Statement of the problem:
An input file has text, indented by zero or more tab characters.
Specifically, each line in the input is one of these:
- Blank, or
- Zero or more tabs (up to a limit; see below),
followed by a character that is neither a space nor a tab
(followed by zero or more of any character).
There are no lines that
- Begin with zero or more tabs, followed by a space.
(This implies that there are no lines that begin with a space.)
or
- Consist entirely of one or more tabs (and nothing else).
or
- Begin with more than a specified number of tabs.

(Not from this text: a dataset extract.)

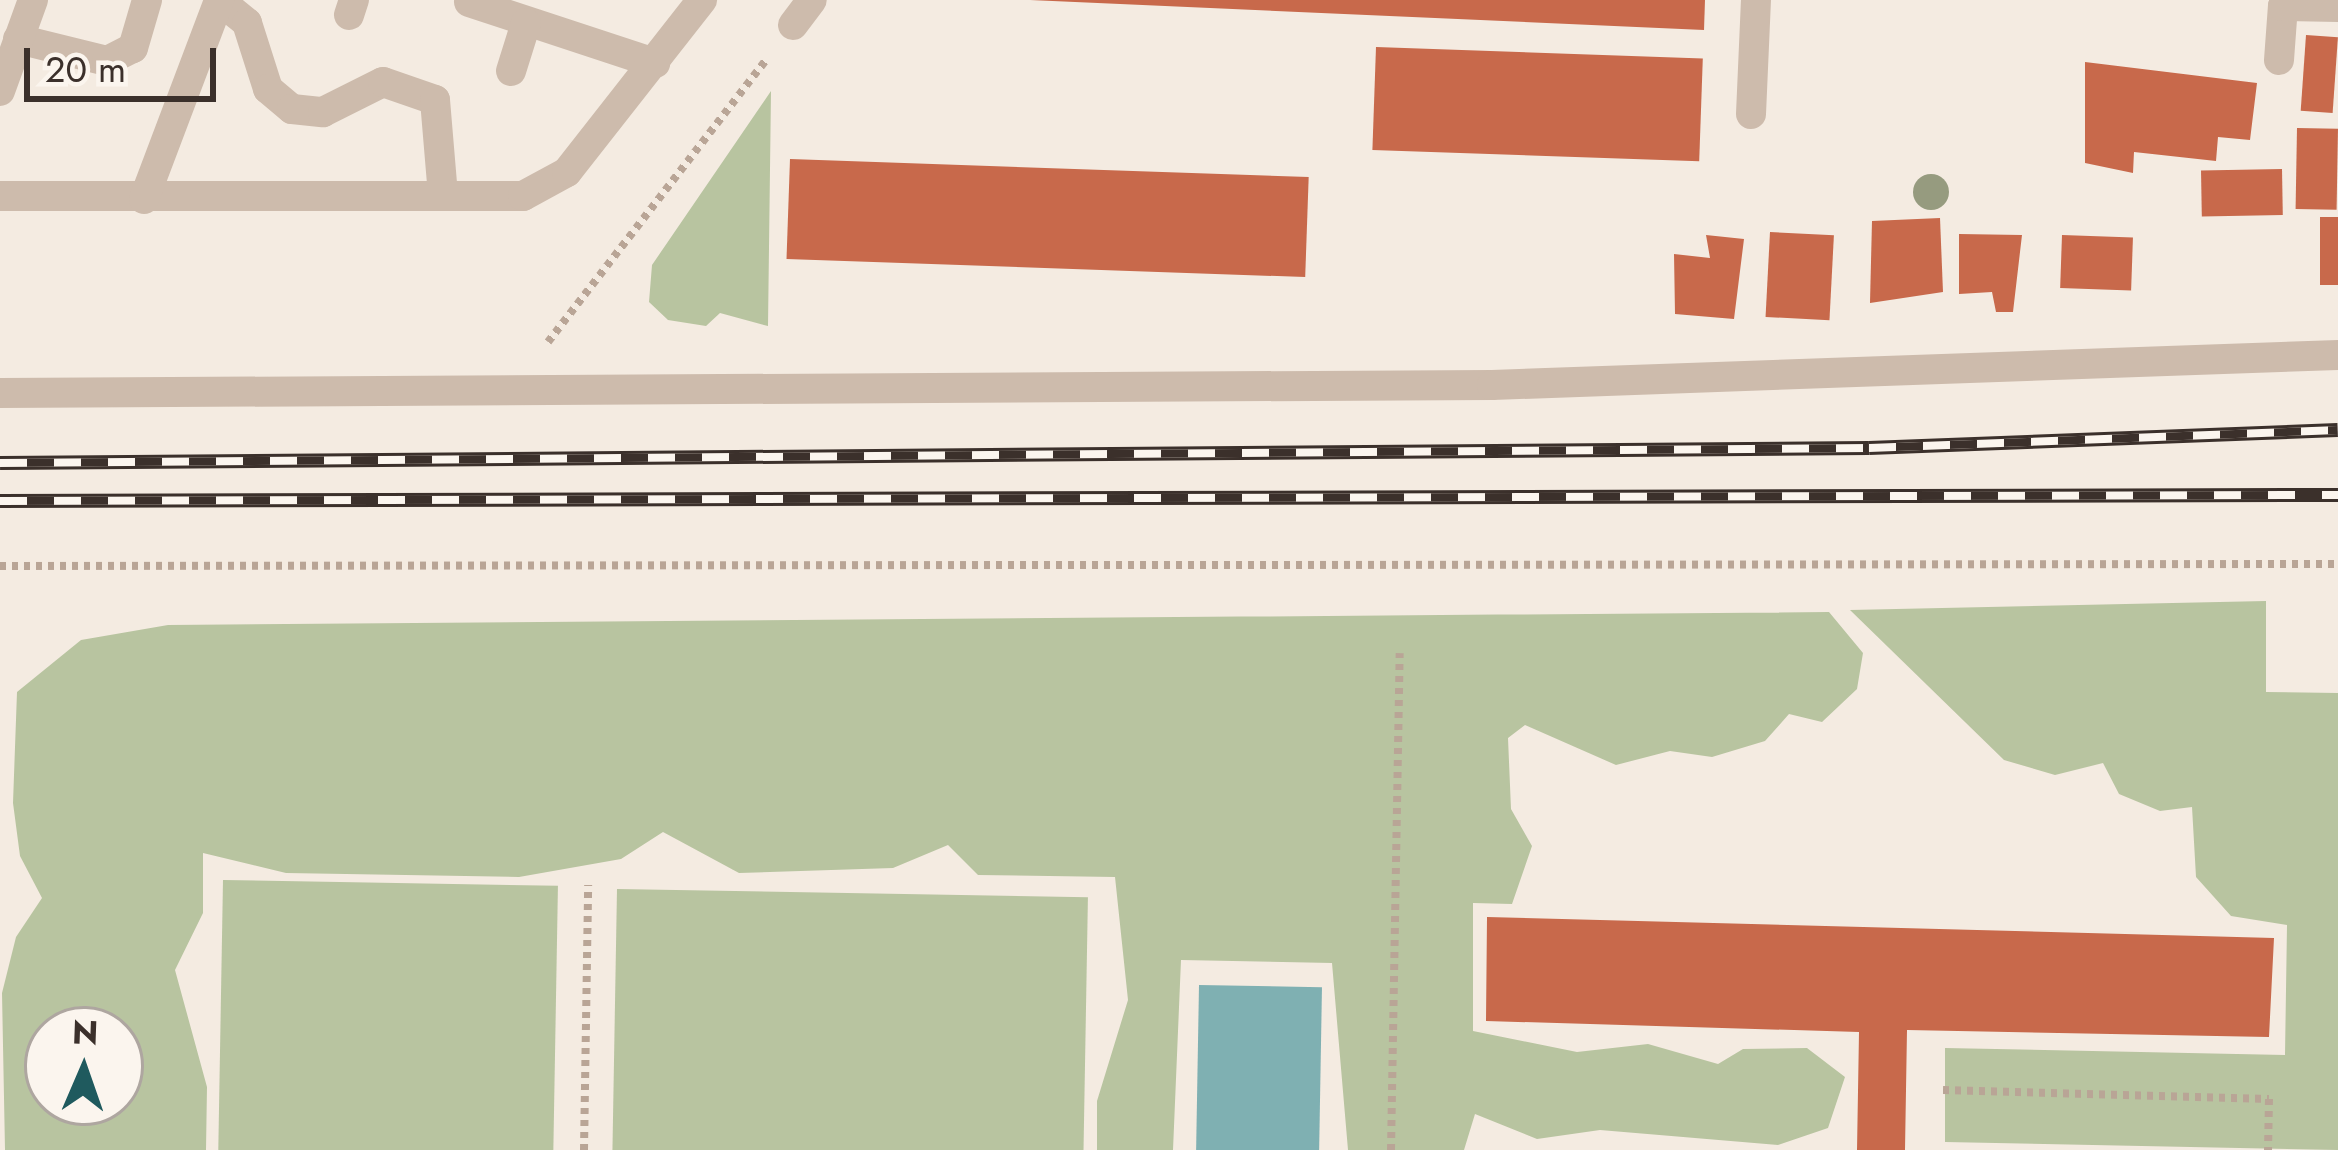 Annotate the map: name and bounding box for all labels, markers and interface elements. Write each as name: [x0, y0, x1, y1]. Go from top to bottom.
scale bar: [30, 24, 222, 98]
text: 20 m: [45, 43, 126, 95]
north arrow: [24, 1006, 144, 1126]
text: N: [71, 1009, 99, 1056]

The input shall be logically decomposed into groups of lines
that are all either
- Blank, or
- Indented with the same number of tabs.
Blank lines shall be passed through to the output, unmodified.
A list of tags shall be specified; e.g., x
, y
, and zz
.
A group of (non-blank) lines that are indented with zero tabs
(i.e., not indented) shall be bracketed by <x>
and </x>
.
A group of lines that are indented with one tab
shall be bracketed by <y>
and </y>
.
A group of lines that are indented with two tabs
shall be bracketed by <zz>
and </zz>
.
(Lines will not be indented with more than two tabs.)
The first line of a group (of non-blank line(s))
shall have the beginning tag inserted between the tabs and the text.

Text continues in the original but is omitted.